A maioria dos avanços observados na última década provém do modelo chamado de Deep Learning (aprendizado profundo), área do Machine Learning (aprendizado de máquina, que por sua vez é uma subárea da IA) que consiste em técnicas estatísticas que permitem que as máquinas aprendam com os dados (e não sejam programadas).

Neo, protagonista do filme Matrix, um clássico que traz ao debate o poder da IA (Foto: Divugação)

Na década de 1980, um grupo restrito de pesquisadores – Geoffrey Hinton, Yoshua Bengio e LeCun -, inspirado no funcionamento do cérebro, propôs o caminho das redes neurais para o aprendizado de máquina, obtendo reconhecimento definitivo em 2012 ao vencer a competição ImageNet. Nos anos seguintes, ela tornou-se onipresente, recebendo expressivos investimentos das gigantes de tecnologia que incorporaram a IA em seus modelos de negócio. Cerca de 100 serviços do Google, por exemplo, usam IA.

Deep learning é um modelo estatístico de previsão de cenários futuros e a probabilidade deles se realizarem; a denominação provém da profundidade de suas redes neurais. Correlacionando grandes quantidades de dados, os algoritmos de IA são capazes de estimar com mais assertividade a probabilidade de um tumor ser de um determinado tipo de câncer, ou a probabilidade de uma imagem ser de um cachorro, ou a probabilidade de quando um equipamento necessitará de reposição, ou o candidato apropriado para o perfil de determinada função, ou o tipo de serviço ou produto adequado aos desejos do consumidor.

 

No estágio atual da IA não se trata de ensinar às máquinas a pensar, mas apenas a prever a probabilidade dos eventos ocorrerem por meio de modelos estatísticos e grandes quantidades de dados. Esses sistemas carecem da essência da inteligência humana: capacidade de compreender o significado. Apesar de todos os esforços, houve pouco progresso em prover a IA de senso intuitivo, de capacidade de formar conceitos abstratos e de fazer analogias e generalizações.

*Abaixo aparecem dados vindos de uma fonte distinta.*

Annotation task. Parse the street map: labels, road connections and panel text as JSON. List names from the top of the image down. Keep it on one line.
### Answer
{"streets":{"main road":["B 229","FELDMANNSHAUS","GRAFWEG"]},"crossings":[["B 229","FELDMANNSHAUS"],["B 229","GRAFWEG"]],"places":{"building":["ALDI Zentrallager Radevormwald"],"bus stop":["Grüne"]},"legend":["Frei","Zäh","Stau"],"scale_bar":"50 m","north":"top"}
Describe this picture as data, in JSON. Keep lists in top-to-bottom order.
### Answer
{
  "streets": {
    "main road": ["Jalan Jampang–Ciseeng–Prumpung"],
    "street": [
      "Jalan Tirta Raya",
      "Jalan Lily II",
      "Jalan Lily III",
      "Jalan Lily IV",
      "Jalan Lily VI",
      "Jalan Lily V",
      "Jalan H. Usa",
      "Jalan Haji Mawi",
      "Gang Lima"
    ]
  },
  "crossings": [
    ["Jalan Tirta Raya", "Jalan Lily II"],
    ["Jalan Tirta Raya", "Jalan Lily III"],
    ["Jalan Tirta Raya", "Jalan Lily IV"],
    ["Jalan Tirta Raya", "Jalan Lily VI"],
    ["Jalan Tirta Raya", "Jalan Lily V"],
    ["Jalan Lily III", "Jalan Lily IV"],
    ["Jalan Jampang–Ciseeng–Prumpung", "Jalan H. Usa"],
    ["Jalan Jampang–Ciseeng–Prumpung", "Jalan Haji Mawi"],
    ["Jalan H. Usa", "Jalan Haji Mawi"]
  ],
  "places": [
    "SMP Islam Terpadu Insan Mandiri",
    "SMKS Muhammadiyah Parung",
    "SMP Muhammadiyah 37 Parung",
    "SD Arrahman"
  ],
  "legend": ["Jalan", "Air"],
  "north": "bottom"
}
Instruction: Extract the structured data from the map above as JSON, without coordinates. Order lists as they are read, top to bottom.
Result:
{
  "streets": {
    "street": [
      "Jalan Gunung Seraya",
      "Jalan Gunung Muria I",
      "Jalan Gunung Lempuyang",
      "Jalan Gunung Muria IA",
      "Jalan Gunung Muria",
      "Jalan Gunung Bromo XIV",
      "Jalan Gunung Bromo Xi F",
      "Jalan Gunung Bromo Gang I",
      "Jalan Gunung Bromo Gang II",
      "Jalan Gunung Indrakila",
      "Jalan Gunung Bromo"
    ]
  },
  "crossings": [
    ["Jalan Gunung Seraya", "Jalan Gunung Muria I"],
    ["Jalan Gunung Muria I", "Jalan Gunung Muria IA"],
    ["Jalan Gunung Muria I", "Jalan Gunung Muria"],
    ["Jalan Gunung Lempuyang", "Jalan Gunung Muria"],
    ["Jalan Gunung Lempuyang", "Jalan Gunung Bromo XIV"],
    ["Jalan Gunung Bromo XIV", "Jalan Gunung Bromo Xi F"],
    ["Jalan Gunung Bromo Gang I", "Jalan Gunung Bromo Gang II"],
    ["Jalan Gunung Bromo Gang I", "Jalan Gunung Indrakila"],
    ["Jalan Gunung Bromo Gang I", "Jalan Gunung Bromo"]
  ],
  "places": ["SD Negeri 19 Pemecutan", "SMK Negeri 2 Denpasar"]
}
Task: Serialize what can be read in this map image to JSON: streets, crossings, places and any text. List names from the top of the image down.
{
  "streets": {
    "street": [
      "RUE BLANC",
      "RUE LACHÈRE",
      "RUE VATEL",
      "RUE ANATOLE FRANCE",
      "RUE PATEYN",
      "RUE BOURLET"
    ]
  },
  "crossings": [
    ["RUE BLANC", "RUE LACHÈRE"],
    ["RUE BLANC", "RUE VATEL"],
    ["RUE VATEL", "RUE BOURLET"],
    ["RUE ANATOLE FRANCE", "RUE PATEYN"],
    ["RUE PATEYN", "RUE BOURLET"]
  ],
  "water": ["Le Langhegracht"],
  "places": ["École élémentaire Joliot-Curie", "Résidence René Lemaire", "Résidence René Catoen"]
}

Conceitos básicos sobre o mundo — tridimensionalidade, movimentação e permanência dos objetos, gravidade, inércia e rigidez — são aprendidos essencialmente pela observação. Descobrir como incorporar esse aprendizado às máquinas é a chave para o progresso da IA, ou seja, as máquinas serem capazes de aprender como o mundo funciona assistindo um vídeo do YouTube.

*Dora Kaufman é pesquisadora do Atopos ECA/USP, pós-doutoranda do TIDD PUC/SP, pós-doutora na COPPE/UFRJ, doutora em redes digitais pela Escola de Comunicações e Artes da USP, com período na Université Paris-Sorbonne IV, mestre em comunicação e semiótica pela PUC-SP e graduada em economia pela PUC-Rio.